Le pareció que la mirada de Douglas Faraday se nublaba un poco y se arrepintió de haberse puesto tan trascendente.
—¿Cuándo se marcha?
—Pasado mañana. Es hora de volver a la vida real, ¿no le parece?
Él no contestó.
—Me gustaría despedirme de usted…
Se quedaron en silencio.
«No me gustan las despedidas. No me gusta decir adiós. No me gustan las escenas de película.»
—Le haré una visita en la tienda. —Le estrechó la mano otra vez—. Ha sido un placer, Douglas.
Un taxi pasó justo en aquel momento, y Victoria entró tan deprisa como pudo. Tuvo la sensación de que Douglas Faraday se quedaba mirando el coche mientras se alejaba, pero prefirió no volverse para comprobarlo.

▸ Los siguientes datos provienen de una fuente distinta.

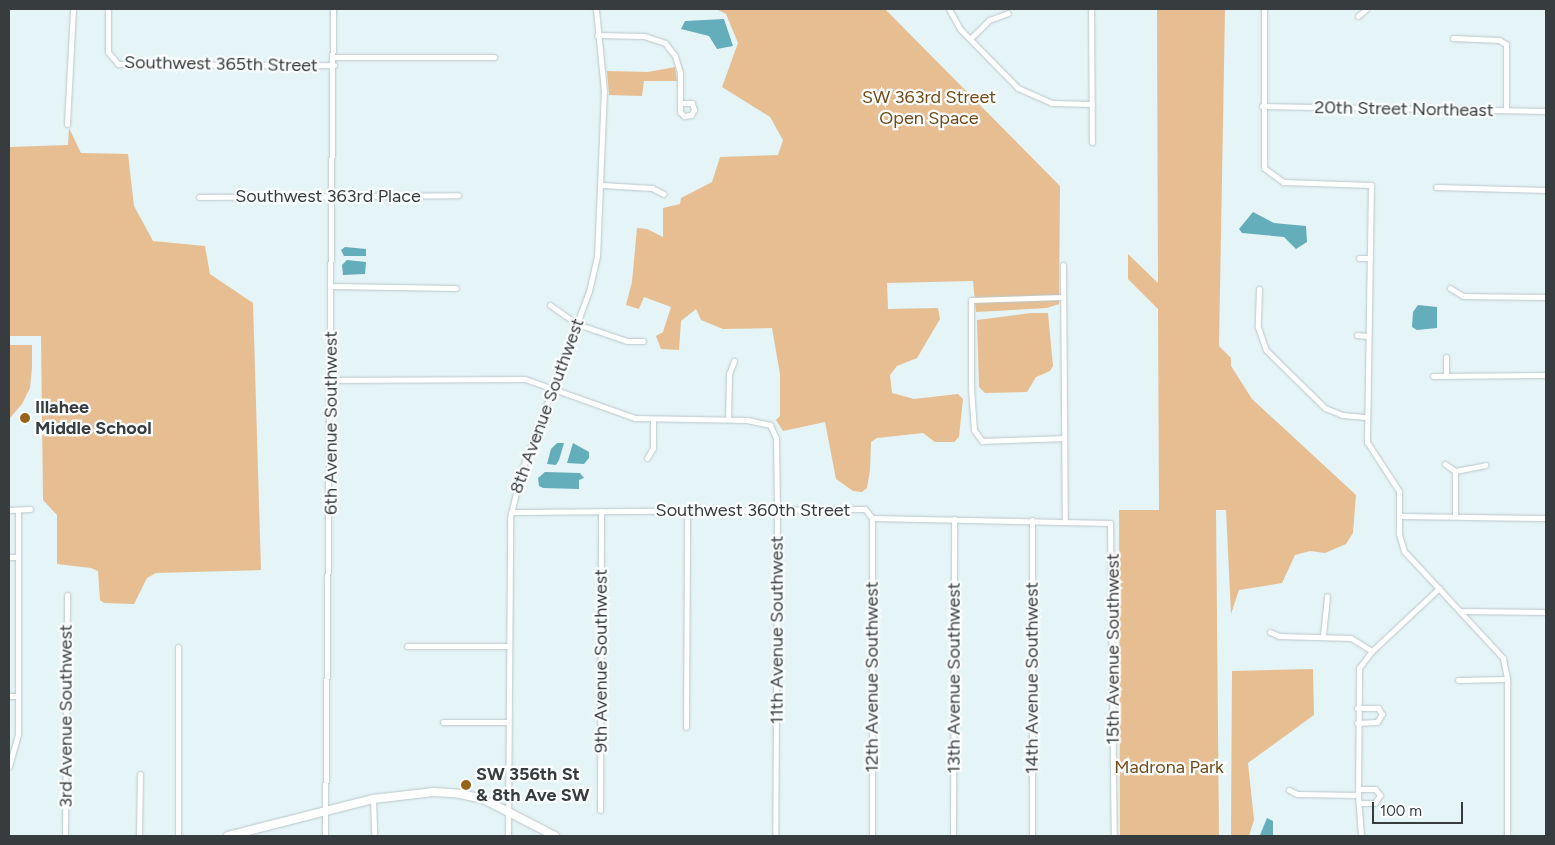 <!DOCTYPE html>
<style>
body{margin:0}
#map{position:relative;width:1555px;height:845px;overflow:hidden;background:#e5f4f6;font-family:Figtree,sans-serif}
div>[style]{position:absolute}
.green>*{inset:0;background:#e6be92}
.water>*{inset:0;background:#64adbb}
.roads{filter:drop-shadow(0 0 1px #b9c7ca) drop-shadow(0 0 1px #b9c7ca)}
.street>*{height:5px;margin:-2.5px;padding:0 2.5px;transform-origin:2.5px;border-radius:2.5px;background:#fff}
.secondary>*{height:8px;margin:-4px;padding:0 4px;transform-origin:4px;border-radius:4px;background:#fff}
.dots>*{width:14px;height:14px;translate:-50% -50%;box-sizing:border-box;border:2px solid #fcfeff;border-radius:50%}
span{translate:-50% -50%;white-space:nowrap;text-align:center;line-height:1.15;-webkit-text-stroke:4.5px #fcfeff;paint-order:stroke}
.street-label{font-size:18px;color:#373d3e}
.park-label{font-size:18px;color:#724b17}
.poi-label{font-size:18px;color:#373d3e;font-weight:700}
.left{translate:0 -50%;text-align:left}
.frame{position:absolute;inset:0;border:10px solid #373d3e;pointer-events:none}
.scale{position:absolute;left:1372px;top:802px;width:91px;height:22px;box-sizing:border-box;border:2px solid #373d3e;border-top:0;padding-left:6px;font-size:15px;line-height:18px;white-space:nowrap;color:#373d3e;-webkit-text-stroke:4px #fcfeff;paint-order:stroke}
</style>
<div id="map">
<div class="green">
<div style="clip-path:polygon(704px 9px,885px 9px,1060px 186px,1059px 304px,1047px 308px,976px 312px,973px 281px,887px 283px,888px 309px,938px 308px,940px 319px,917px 358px,897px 366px,890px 375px,892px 393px,914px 399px,958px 394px,963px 399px,959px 437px,954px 442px,935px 442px,923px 433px,877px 438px,871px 442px,870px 470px,867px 488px,862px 492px,853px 491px,836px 479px,825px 422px,783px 431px,776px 420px,780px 416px,780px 374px,772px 328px,723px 329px,701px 320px,696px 309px,681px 321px,679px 350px,661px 349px,656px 336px,663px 332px,671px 307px,644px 297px,639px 309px,626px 305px,632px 282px,637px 228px,647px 229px,663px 237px,663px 208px,680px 204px,681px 198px,712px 182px,720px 157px,778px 155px,783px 140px,770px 117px,722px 87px,738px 43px,726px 14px,716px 9px)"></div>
<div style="clip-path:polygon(1157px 9px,1225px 9px,1219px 346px,1231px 358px,1231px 366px,1252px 399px,1356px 495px,1353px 533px,1346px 544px,1325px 553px,1310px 551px,1295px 555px,1282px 583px,1239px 590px,1231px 614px,1226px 510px,1216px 510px,1219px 836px,1120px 836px,1119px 510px,1159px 510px,1158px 309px,1128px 279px,1128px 254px,1158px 283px)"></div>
<div style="clip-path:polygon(675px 67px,677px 81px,644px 81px,642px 96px,609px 95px,607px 71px,648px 72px)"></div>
<div style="clip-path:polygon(69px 128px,81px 153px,128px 154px,134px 206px,153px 241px,205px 246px,210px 274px,253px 303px,261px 570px,156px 573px,147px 578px,134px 604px,104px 603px,100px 600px,98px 571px,91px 568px,57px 564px,57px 515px,43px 500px,41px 336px,9px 336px,9px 147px,68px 145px)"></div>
<div style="clip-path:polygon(1031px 313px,1048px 313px,1053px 366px,1050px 371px,1036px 377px,1027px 392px,985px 393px,979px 387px,977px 320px)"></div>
<div style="clip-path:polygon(9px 345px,32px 345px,32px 368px,30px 388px,22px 404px,9px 419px)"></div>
<div style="clip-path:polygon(1313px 669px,1314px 715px,1248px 763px,1254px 820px,1249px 836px,1231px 836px,1232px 671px)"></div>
</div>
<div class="water">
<div style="clip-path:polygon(724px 19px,733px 46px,717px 49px,709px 36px,681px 29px,685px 21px)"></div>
<div style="clip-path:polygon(1253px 212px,1274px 223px,1306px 226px,1307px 242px,1296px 249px,1284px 237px,1242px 233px,1239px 229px)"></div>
<div style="clip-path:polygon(345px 247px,366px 249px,366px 256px,344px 256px,341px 250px)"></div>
<div style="clip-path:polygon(347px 260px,366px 262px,365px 274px,343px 275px,342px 265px)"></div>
<div style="clip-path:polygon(1418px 305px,1437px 307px,1437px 328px,1417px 330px,1412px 327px,1413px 312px)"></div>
<div style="clip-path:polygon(557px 443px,564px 443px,559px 460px,556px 465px,547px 464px,551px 449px)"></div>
<div style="clip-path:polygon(573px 443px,589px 452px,589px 458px,584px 464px,567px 463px)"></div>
<div style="clip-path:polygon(545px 472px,580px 473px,584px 478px,579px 480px,579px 489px,543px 488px,539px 486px,538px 478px)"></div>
<div style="clip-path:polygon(1267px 818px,1273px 821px,1273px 836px,1260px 835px)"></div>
</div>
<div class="roads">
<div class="street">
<div style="left:108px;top:9px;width:43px;rotate:90deg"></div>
<div style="left:108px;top:52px;width:16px;rotate:50deg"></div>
<div style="left:118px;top:64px;width:216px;rotate:0.3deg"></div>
<div style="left:949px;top:9px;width:23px;rotate:61deg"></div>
<div style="left:960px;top:29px;width:83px;rotate:45.5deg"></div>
<div style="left:1018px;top:88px;width:37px;rotate:24deg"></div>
<div style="left:1052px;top:103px;width:40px;rotate:1.4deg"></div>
<div style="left:1091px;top:9px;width:133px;rotate:89.6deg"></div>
<div style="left:1264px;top:9px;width:159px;rotate:90deg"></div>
<div style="left:1264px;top:168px;width:24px;rotate:36deg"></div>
<div style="left:1283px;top:182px;width:88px;rotate:2deg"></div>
<div style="left:1371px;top:185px;width:257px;rotate:90.9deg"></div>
<div style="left:1367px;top:442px;width:59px;rotate:56.9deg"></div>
<div style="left:1399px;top:491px;width:43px;rotate:90deg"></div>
<div style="left:1399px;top:534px;width:18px;rotate:74deg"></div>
<div style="left:1404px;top:551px;width:146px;rotate:47.2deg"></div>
<div style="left:1503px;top:658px;width:21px;rotate:79deg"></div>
<div style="left:1507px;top:679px;width:157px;rotate:90deg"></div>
<div style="left:1358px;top:16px;width:11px;rotate:-41deg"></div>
<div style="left:597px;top:35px;width:47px;rotate:1.2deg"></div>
<div style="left:644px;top:36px;width:22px;rotate:18deg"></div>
<div style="left:665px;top:43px;width:16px;rotate:52deg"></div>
<div style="left:675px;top:56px;width:17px;rotate:73deg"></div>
<div style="left:680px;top:72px;width:40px;rotate:90deg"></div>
<div style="left:680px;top:112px;width:6px;rotate:45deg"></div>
<div style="left:684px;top:116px;width:7px;rotate:-8deg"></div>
<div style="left:691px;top:115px;width:6px;rotate:-59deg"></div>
<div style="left:694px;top:110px;width:7px;rotate:-106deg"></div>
<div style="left:692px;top:103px;width:10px;rotate:180deg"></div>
<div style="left:1453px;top:38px;width:46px;rotate:2.5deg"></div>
<div style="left:1499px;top:40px;width:8px;rotate:30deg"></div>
<div style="left:1506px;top:44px;width:66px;rotate:90deg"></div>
<div style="left:970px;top:39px;width:27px;rotate:-45deg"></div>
<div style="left:989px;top:20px;width:20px;rotate:-20deg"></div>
<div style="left:334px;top:57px;width:160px"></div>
<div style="left:1262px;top:106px;width:284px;rotate:1deg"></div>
<div style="left:67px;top:124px;width:115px;rotate:-87deg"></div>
<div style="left:602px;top:185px;width:50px;rotate:3.4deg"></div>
<div style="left:652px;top:188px;width:13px;rotate:27deg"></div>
<div style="left:1436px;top:187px;width:110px;rotate:1.6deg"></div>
<div style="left:199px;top:197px;width:259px;rotate:-0.4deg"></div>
<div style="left:1359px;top:258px;width:11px"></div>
<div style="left:1063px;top:265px;width:255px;rotate:89.6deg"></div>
<div style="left:331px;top:286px;width:125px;rotate:0.9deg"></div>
<div style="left:1450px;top:288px;width:15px;rotate:32deg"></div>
<div style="left:1463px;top:296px;width:83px;rotate:0.7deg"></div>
<div style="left:1259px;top:289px;width:38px;rotate:92deg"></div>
<div style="left:1258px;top:327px;width:24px;rotate:71deg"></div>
<div style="left:1266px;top:350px;width:83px;rotate:44.5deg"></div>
<div style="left:1325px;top:408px;width:18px;rotate:22deg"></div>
<div style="left:1342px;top:415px;width:23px;rotate:5deg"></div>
<div style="left:1062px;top:297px;width:91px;rotate:178.1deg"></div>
<div style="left:971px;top:300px;width:88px;rotate:90deg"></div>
<div style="left:971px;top:388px;width:42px;rotate:85.9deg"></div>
<div style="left:974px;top:430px;width:14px;rotate:54deg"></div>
<div style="left:982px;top:441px;width:82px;rotate:-2.1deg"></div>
<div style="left:550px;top:305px;width:33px;rotate:35deg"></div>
<div style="left:577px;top:324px;width:53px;rotate:18.8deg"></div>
<div style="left:627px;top:341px;width:16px"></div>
<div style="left:1357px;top:335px;width:10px;rotate:6deg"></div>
<div style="left:1433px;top:376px;width:113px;rotate:-0.5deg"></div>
<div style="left:1446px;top:376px;width:19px;rotate:-90deg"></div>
<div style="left:332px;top:380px;width:193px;rotate:-0.3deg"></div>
<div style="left:525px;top:379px;width:117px;rotate:19.5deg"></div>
<div style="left:635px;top:418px;width:112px;rotate:1deg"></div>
<div style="left:747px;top:420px;width:24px;rotate:12deg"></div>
<div style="left:770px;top:425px;width:14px;rotate:65deg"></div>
<div style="left:776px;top:438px;width:70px;rotate:89.2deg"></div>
<div style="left:777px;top:508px;width:328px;rotate:90.3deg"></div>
<div style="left:728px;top:419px;width:45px;rotate:-88.7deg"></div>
<div style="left:729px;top:374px;width:14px;rotate:-69deg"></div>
<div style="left:647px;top:458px;width:12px;rotate:-59deg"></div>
<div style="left:653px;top:448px;width:29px;rotate:-90deg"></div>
<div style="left:1445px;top:464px;width:12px;rotate:35deg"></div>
<div style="left:1455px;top:471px;width:31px;rotate:-11deg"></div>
<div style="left:1455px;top:471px;width:45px;rotate:90deg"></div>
<div style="left:9px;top:510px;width:21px;rotate:-3deg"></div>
<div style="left:511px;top:512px;width:347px;rotate:-0.5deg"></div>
<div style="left:858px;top:509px;width:7px"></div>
<div style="left:865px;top:509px;width:11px;rotate:52deg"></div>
<div style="left:872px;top:518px;width:238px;rotate:1.2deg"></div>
<div style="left:1110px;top:523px;width:313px;rotate:89.3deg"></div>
<div style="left:1400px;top:516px;width:146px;rotate:0.8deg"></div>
<div style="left:1032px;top:520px;width:316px;rotate:90deg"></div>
<div style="left:9px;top:557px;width:9px"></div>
<div style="left:1462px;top:611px;width:84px;rotate:0.7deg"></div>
<div style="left:1270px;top:632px;width:10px;rotate:24deg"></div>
<div style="left:1279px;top:636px;width:72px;rotate:1.6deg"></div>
<div style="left:1351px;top:638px;width:25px;rotate:32deg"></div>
<div style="left:1323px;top:636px;width:40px;rotate:-84.3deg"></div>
<div style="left:407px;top:646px;width:101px"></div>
<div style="left:1458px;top:680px;width:49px;rotate:-1.2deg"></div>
<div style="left:9px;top:696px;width:9px"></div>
<div style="left:1357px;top:708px;width:21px"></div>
<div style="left:1378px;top:708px;width:7px;rotate:56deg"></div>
<div style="left:1382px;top:714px;width:9px;rotate:122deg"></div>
<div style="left:1377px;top:722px;width:20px;rotate:177deg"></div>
<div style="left:443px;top:722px;width:65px"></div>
<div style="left:686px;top:727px;width:217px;rotate:-89.7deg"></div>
<div style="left:9px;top:766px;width:33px;rotate:-74deg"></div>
<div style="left:18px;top:734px;width:224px;rotate:-90deg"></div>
<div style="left:1358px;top:789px;width:17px"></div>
<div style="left:1375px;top:789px;width:8px;rotate:50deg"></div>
<div style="left:1380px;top:795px;width:9px;rotate:122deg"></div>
<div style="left:1375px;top:803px;width:16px;rotate:180deg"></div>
<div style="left:1289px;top:790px;width:9px;rotate:27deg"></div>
<div style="left:1297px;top:794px;width:61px;rotate:0.9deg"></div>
<div style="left:373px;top:799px;width:37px;rotate:88deg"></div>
<div style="left:600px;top:810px;width:299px;rotate:-89.8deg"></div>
<div style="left:65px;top:836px;width:241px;rotate:-89.5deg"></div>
<div style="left:139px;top:836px;width:62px;rotate:-89.1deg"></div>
<div style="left:178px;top:836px;width:189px;rotate:-90deg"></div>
<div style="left:325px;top:836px;width:827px;rotate:-89.45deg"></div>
<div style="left:508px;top:836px;width:318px;rotate:-89.6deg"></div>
<div style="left:510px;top:518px;width:47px;rotate:-76.6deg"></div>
<div style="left:521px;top:472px;width:193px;rotate:-69.4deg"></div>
<div style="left:589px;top:291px;width:35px;rotate:-77deg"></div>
<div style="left:597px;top:257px;width:166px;rotate:-87.6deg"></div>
<div style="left:604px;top:91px;width:82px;rotate:-95.6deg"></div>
<div style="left:872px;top:836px;width:318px;rotate:-90deg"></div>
<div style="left:953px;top:836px;width:317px;rotate:-89.8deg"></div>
<div style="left:1361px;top:836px;width:41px;rotate:-94.2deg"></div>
<div style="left:1358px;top:795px;width:127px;rotate:-89.5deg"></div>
<div style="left:1359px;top:668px;width:21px;rotate:-53deg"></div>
<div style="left:1372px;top:651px;width:92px;rotate:-43.2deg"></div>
</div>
<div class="secondary">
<div style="left:228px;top:836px;width:150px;rotate:-14.3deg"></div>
<div style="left:373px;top:799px;width:61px;rotate:-6.5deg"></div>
<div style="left:434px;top:792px;width:26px;rotate:4deg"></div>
<div style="left:460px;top:794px;width:24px;rotate:12deg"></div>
<div style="left:483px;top:799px;width:81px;rotate:27.2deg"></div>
</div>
</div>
<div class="dots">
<div style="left:25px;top:418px;background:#99631b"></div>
<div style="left:466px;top:785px;background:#99631b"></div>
</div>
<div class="street-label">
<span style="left:221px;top:64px;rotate:1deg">Southwest 365th Street</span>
<span style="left:1404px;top:109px;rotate:1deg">20th Street Northeast</span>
<span style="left:328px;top:196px">Southwest 363rd Place</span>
<span style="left:547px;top:406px;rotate:-70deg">8th Avenue Southwest</span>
<span style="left:331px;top:423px;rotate:-90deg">6th Avenue Southwest</span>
<span style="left:753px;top:510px">Southwest 360th Street</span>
<span style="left:777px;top:630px;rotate:-90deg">11th Avenue Southwest</span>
<span style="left:1113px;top:649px;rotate:-90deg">15th Avenue Southwest</span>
<span style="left:601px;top:661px;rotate:-90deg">9th Avenue Southwest</span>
<span style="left:872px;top:677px;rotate:-90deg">12th Avenue Southwest</span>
<span style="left:954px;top:678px;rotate:-90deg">13th Avenue Southwest</span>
<span style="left:1032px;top:678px;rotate:-90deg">14th Avenue Southwest</span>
<span style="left:66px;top:716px;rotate:-90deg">3rd Avenue Southwest</span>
</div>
<div class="park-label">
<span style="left:929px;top:108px">SW 363rd Street<br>Open Space</span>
<span style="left:1169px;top:767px">Madrona Park</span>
</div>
<div class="poi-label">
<span class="left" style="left:35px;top:418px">Illahee<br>Middle School</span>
<span class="left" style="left:476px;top:785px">SW 356th St<br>&amp; 8th Ave SW</span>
</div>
<div class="frame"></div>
<div class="scale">100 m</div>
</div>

«Pues esto es todo, chica.»
—¡Tía Vi!
—¡Victoria! ¡Aquí!
Shirley y Solange estaban en el vestíbulo del hotel, pero ella ni siquiera las había visto al entrar.
—Pareces en las nubes, querida…
—No, yo… estoy cansada… Llevo todo el día trabajando.
—Espero que tu amiga te haga un buen regalo. Te has pasado las vacaciones ayudándola… No me parece muy considerado por su parte, la verdad. Pero eso no es cosa mía, así que no diré nada. Ah, mira, ahí está Margaret.